Il Papa e i tormenti
del mondo arabo

Aveva appena finito di spiegare che il volto di Cristo si contempla oggi negli sguardi di quelli che soffrono per la guerra e il terrorismo quando gli hanno passato un foglietto con la notizia dell’attentato alla chiesa di Tanta in Egitto. Ancora non si sapeva della seconda bomba ad Alessandria, né degli ordigni ritrovati e disinnescati nella moschea. Ma il sangue sulla Domenica delle Palme nel delta del Nilo a tre settimane dalla missione al Cairo di Papa Francesco non modificherà il programma del viaggio, anzi rafforzerà le ragioni dell’incontro del Pontefice con Ahmed el-Tayeb, il grande Iman della più importante istituzione sunnita del mondo, la moschea e università di al-Azhar.

La loro agenda non è insomma nella disponibilità dei terroristi, né i testi sacri della Bibbia e del Corano sono armi noleggiabili dai fondamentalisti. Ieri il Papa dei Copti, Tawadros II e l’iman el-Tayeb hanno usato parole chiare, che rendono l’incontro di fine aprile più che mai attuale, necessario e urgente. Eppure anche le bombe sono un messaggio altrettanto chiaro e inquietante, comprese, e forse ancor di più, quelle disinnescate per tempo della moschea di Tanta. Bergoglio ha espresso la condanna e la solidarietà non solo ai cristiani, ma all’intero popolo egiziano, quella maggioranza musulmana anch’essa nel mirino criminale dei terroristi. Il motto della visita di Francesco è «Il Papa di pace nell’Egitto di pace». Qualcuno ha messo in dubbio, anche tra gli analisti cattolici, la convinzione di Bergoglio sulla pace con un Islam diviso, accusandolo quasi di irenismo buonista. Ma Bergoglio non ha accettato l’invito al Cairo solo per una stretta di mano. Va perché ritiene cruciale l’iniziativa di al-Azhar che sta elaborando, non senza fatica e polemiche dentro l’islam, l’idea della pari dignità dei diritti delle persone, quindi anche quelli religiosi, in base allo status di cittadinanza e non per via delle proprie appartenenze etiche o religiose, ancorché di minoranza.

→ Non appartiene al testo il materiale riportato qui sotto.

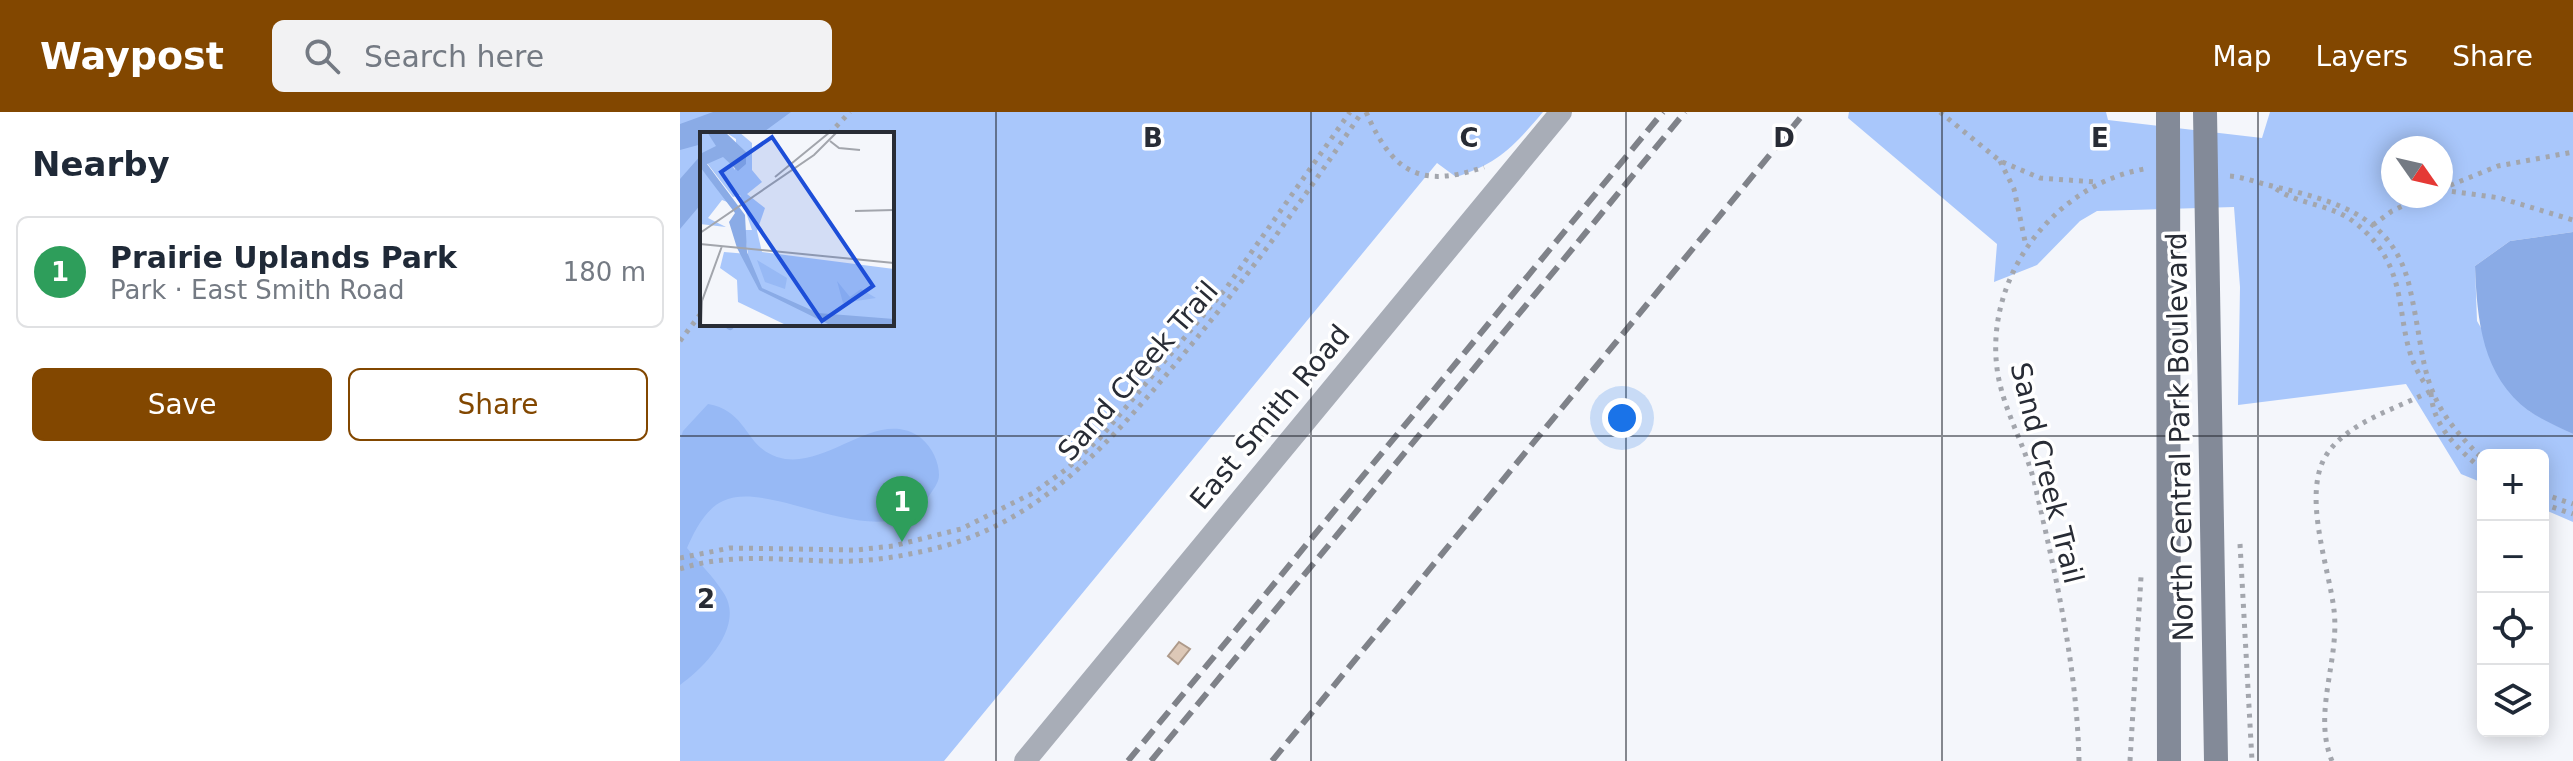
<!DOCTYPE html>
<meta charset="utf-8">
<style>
body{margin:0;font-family:"DejaVu Sans",sans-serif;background:#f2f2f3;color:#1f2937}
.controls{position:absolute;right:24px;bottom:24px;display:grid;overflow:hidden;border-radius:12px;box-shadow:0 4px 20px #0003}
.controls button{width:72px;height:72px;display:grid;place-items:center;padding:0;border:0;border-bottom:2px solid #e0e1e3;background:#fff;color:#1f2937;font:40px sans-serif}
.compass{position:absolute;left:1701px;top:24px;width:72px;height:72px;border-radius:50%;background:#fff;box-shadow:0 4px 20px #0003;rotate:124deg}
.you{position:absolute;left:942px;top:306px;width:28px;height:28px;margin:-20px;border:6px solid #fff;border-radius:50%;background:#1a73e8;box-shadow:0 0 0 12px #1a73e833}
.badge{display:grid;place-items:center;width:52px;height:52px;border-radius:50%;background:#824700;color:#fff;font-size:26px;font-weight:700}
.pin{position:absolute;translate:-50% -66px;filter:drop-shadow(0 2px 4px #0008)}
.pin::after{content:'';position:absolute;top:42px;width:28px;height:24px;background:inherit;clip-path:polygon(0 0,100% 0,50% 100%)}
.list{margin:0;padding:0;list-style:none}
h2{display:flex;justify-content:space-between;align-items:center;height:104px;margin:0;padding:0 32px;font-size:34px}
h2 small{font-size:26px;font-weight:400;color:#747a83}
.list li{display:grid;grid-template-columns:52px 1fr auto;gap:24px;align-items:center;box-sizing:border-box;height:112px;margin:0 16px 16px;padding:0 16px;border:2px solid #e0e1e3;border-radius:12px}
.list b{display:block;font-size:30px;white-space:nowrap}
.list p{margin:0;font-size:26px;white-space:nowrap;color:#747a83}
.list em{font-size:26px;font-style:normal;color:#747a83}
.actions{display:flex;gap:16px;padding:24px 32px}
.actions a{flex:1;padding:18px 0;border:2px solid #824700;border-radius:12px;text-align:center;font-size:28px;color:#824700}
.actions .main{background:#824700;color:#fff}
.icon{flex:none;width:44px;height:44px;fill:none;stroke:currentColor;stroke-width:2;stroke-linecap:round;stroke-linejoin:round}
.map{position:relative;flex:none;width:1893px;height:649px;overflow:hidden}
header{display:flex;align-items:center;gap:48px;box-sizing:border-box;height:112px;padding:0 40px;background:#824700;color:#fff}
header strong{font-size:38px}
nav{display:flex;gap:44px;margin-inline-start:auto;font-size:28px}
.search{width:560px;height:72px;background:#f2f2f3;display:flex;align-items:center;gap:20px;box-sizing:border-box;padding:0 28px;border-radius:12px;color:#747a83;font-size:30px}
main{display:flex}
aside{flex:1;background:#fff}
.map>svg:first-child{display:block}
.green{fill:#a9c7fb;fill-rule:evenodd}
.forest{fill:#97b9f5}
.water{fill:#8aabe6}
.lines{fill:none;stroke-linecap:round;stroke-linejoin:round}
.stream{stroke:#8aabe6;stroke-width:8}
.building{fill:#ddc8b7;stroke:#ae9a8a;stroke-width:2}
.path{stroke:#a3a6ad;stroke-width:5;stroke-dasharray:4 6;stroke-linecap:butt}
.street{stroke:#a8adb7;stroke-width:22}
.secondary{stroke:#838a98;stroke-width:24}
.rail{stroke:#7f8289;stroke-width:6;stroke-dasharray:16 8;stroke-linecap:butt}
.grid{fill:none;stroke:#282c35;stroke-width:2;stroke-opacity:0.55}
.labels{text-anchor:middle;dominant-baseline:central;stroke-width:7;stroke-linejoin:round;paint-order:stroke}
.street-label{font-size:28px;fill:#282c35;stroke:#fff}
.inset-road{fill:none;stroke:#a2a5ac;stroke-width:2}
.view{fill:#1d4ed8;fill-opacity:0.15;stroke:#1d4ed8;stroke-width:4}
.inset-edge{fill:none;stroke:#282c35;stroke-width:4}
.grid-label{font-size:26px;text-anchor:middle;font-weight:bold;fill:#282c35;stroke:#fff;stroke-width:7;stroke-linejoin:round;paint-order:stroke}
</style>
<header>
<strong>Waypost</strong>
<div class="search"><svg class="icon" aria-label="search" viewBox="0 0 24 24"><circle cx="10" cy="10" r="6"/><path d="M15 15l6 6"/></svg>Search here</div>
<nav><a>Map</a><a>Layers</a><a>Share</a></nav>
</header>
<main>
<aside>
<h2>Nearby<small></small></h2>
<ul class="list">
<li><span class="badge" style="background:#2e9e5b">1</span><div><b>Prairie Uplands Park</b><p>Park · East Smith Road</p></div><em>180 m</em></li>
</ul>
<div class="actions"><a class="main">Save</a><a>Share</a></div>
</aside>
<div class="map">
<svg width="1893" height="649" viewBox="0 0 1893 649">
<rect width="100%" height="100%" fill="#f4f6fb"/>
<!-- green -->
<g class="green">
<path d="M0,0h863c-29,34 -44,51 -87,65l-19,-14 -493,598h-264zM22,22h190v190h-190z"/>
<path d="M1169,0h257l2,8 154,18 8,-26h303v120l-63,9 -35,25 2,55 52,90 44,23v88l-30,-13v-54h-60v28l-22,-9 -55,-90 -168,21 2,-118 -6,-80 -137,4 -17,10 -43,44 -43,17 3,-38 -149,-126zM1713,36h48v48h-48z"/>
</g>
<!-- forest -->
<path class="forest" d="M28,292c40,7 36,42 69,53 49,16 100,-52 144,-19 11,9 18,24 18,37 0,8 -6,14 -10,21 -43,66 -156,-19 -206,5 -18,8 -29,31 -36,47 12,15 26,28 36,44 23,33 -18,75 -43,93v-245l3,-9z"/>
<!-- water -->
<g class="water">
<polygon points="33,0 111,0 81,22 22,22 22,32 0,38 0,12"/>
<polygon points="22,42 22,91 0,117 0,67"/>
<path d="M1893,120v202c-14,-7 -31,-14 -44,-23 -47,-35 -52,-91 -54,-145l35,-25z"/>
</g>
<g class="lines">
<!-- stream -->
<polyline class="stream" points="50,214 51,212"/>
</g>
<!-- building -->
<polygon class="building" points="499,530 510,537 498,552 488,544"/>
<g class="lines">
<!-- path -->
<g class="path">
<path d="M686,0c27,61 54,77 118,55"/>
<polyline points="1260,0 1320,49 1360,66 1415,70"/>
<polyline points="149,22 170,0"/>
<polyline points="1320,49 1334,77 1346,134"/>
<path d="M1550,64c14,1 28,7 42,10 63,15 122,29 138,103 18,80 7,107 73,170"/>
<path d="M1596,77c24,16 55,15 78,33 66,51 33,109 72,163"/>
<polyline points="1761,77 1818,54 1893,40"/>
<polyline points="1762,78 1820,86 1893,108"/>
<polyline points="1693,113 1712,99 1744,84"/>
<polyline points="0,229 22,200"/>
<path d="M1751,281c2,34 27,56 52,77"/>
<polyline points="1863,382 1893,392"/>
<polyline points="1863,392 1893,402"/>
<polyline points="1560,432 1572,649"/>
<polyline points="0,446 50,436 176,438 213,434 281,417 353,381 388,356 420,326 547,175 670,0"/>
<path d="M0,457c56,-19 116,-6 175,-8 26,-1 52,-6 78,-12 110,-27 179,-109 249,-193 65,-78 123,-159 180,-244"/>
<path d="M1399,649c-2,-93 -23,-185 -44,-276 -9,-38 -30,-71 -37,-110 -16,-94 53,-189 146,-206"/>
<polyline points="1450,649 1461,465"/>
<path d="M1652,649c-20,-48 8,-101 2,-151 -5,-43 -33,-117 -7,-156 21,-32 71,-46 104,-63"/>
</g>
<!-- street -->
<polyline class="street" points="345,649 881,0"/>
<!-- secondary -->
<g class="secondary">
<polyline points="1488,0 1489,649"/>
<polyline points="1525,0 1536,649"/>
</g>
<!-- rail -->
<g class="rail">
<polyline points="448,649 983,0"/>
<polyline points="471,649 1005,0"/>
<polyline points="592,649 1125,0"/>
</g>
</g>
<!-- grid -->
<path class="grid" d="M316,0v649M631,0v649M946,0v649M1262,0v649M1578,0v649M0,324h1893"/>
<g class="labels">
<!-- street labels -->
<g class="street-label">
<text transform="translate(458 259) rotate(-49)">Sand Creek Trail</text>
<text transform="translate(590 305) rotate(-50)">East Smith Road</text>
<text transform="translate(1500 325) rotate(-91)">North Central Park Boulevard</text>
<text transform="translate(1367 361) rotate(76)">Sand Creek Trail</text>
</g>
</g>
<!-- overview -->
<g transform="translate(20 20)">
<rect width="194" height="194" fill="#f4f6fb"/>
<path d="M0,0h7l28,38 1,-31 -11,-7h14l13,11v27l10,12 -15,12 18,14 -8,23 5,21 132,17v57h-106l-50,-24 -1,-22 -17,-12 4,-16 24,2 -4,-24h8l-12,-35 -7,2 -33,-43zM0,35l30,36 -8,-3 -14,18 18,9 -26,-3z" fill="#a9c7fb"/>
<path d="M57,128l30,18 -2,11 -20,-7zM137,149l13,16 11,-8 15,9 -33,5z" fill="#97b9f5"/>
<path d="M7,0h18l21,20v12l-8,7 -15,-14 -16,7 38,51 2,37 15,36 56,25 76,6v7l-66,-2 -69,-34 -22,-42 -8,-26 6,-9 -35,-46v-13l16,-8z" fill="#8aabe6"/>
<path class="inset-road" d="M130,9l9,7 21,2M75,45l55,-45M155,79l39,-1M0,101l114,-78 23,-23M0,112l194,19M1,194l1,-25 20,-55"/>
<path class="view" d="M72,5l101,149 -51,35 -101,-149z"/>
<rect width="194" height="194" class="inset-edge"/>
</g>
<g class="grid-label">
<text x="473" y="35">B</text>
<text x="789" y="35">C</text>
<text x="1104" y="35">D</text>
<text x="1420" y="35">E</text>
<text x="26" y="496">2</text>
</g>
</svg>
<div class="controls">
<button>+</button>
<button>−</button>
<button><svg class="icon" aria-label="locate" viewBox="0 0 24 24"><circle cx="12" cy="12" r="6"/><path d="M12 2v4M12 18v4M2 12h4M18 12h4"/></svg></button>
<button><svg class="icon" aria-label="layers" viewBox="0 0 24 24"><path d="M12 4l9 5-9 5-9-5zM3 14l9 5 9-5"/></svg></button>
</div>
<svg class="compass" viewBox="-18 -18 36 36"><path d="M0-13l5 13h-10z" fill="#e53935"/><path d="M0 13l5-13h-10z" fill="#747a83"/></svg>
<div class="you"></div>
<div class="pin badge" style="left:222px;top:430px;background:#2e9e5b">1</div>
</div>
</main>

Gli attentati di ieri assomigliano così più ad un avvertimento al leader di al-Azhar e al Papa copto che lo ha immensamente sostenuto, che al Papa di Roma e al Vaticano che li apprezza. Un cambiamento di rotta nella elaborazione del patrimonio musulmano, non solo arabo, avvelenato dalle ideologie del nation-building, cioè dell’unità della nazione configurata da un senso di appartenenza quasi esclusivamente religioso, è un rischio per chi tira i fili dell’Islam politico e soprattutto per gli estremisti che operano una lettura selettiva e superficiale delle fonti islamiche. La stessa cosa è accaduta in Europa con la teoria del «cuius regio eius religio»: discussioni, opposizioni e financo violenza. Oggi nell’islam sunnita l’università di al-Azhar sta squarciando il velo dell’ipocrisia religiosa che al massimo ritiene la tolleranza una cortesia sociale, ma non intende andare oltre ad una protezione interessata delle minoranze. La capriola intellettuale e religiosa che l’iman al Tayeb ha promesso di far fare all’islam e per la quale ha impegnato la sua altissima autorità esponendosi in prima persona non piace ai burattinai che intendono mantenere lo status quo di un Islam prigioniero delle sue narrative storiche.

È per questo motivo che l’incontro di fine aprile al Cairo e la missione di Bergoglio sono una tappa probabilmente decisiva in un percorso di aiuto ad un mondo musulmano e arabo parecchio tormentato. L’ambiente è ostile come dimostrano gli attentati di ieri. Gli ipocriti e gli impostori abitano l’islam esattamente come i farisei e i dottori della legge nella Chiesa cattolica. Per i cristiani è più facile rendersi conto dei guai. Nel contesto politico e giuridico dell’Islam e delle società arabe è più complicato invece comprendere e riparare i danni dei fondamentalisti. In Egitto poi tutto diventa ancor più complesso. Il presidente Al Sisi sta tentando faticosamente un riposizionamento della società civile islamica e ha dichiarato di voler insieme ad al-Azhar salvare l’Islam da false interpretazioni che offendono la religione, rassicurando i suoi concittadini cristiani. Ma le sue azioni repressive, tradizionali per l’establishment politico del Cairo, contro l’Islam politico, che ogni tanto s’infiamma con l’accensione periodica della composita galassia dei Fratelli musulmani, rischiano di offrire solo altri argomenti alle disordinate dinamiche mediorientali e del Golfo, dove non sono molti ormai gli amici del Cairo.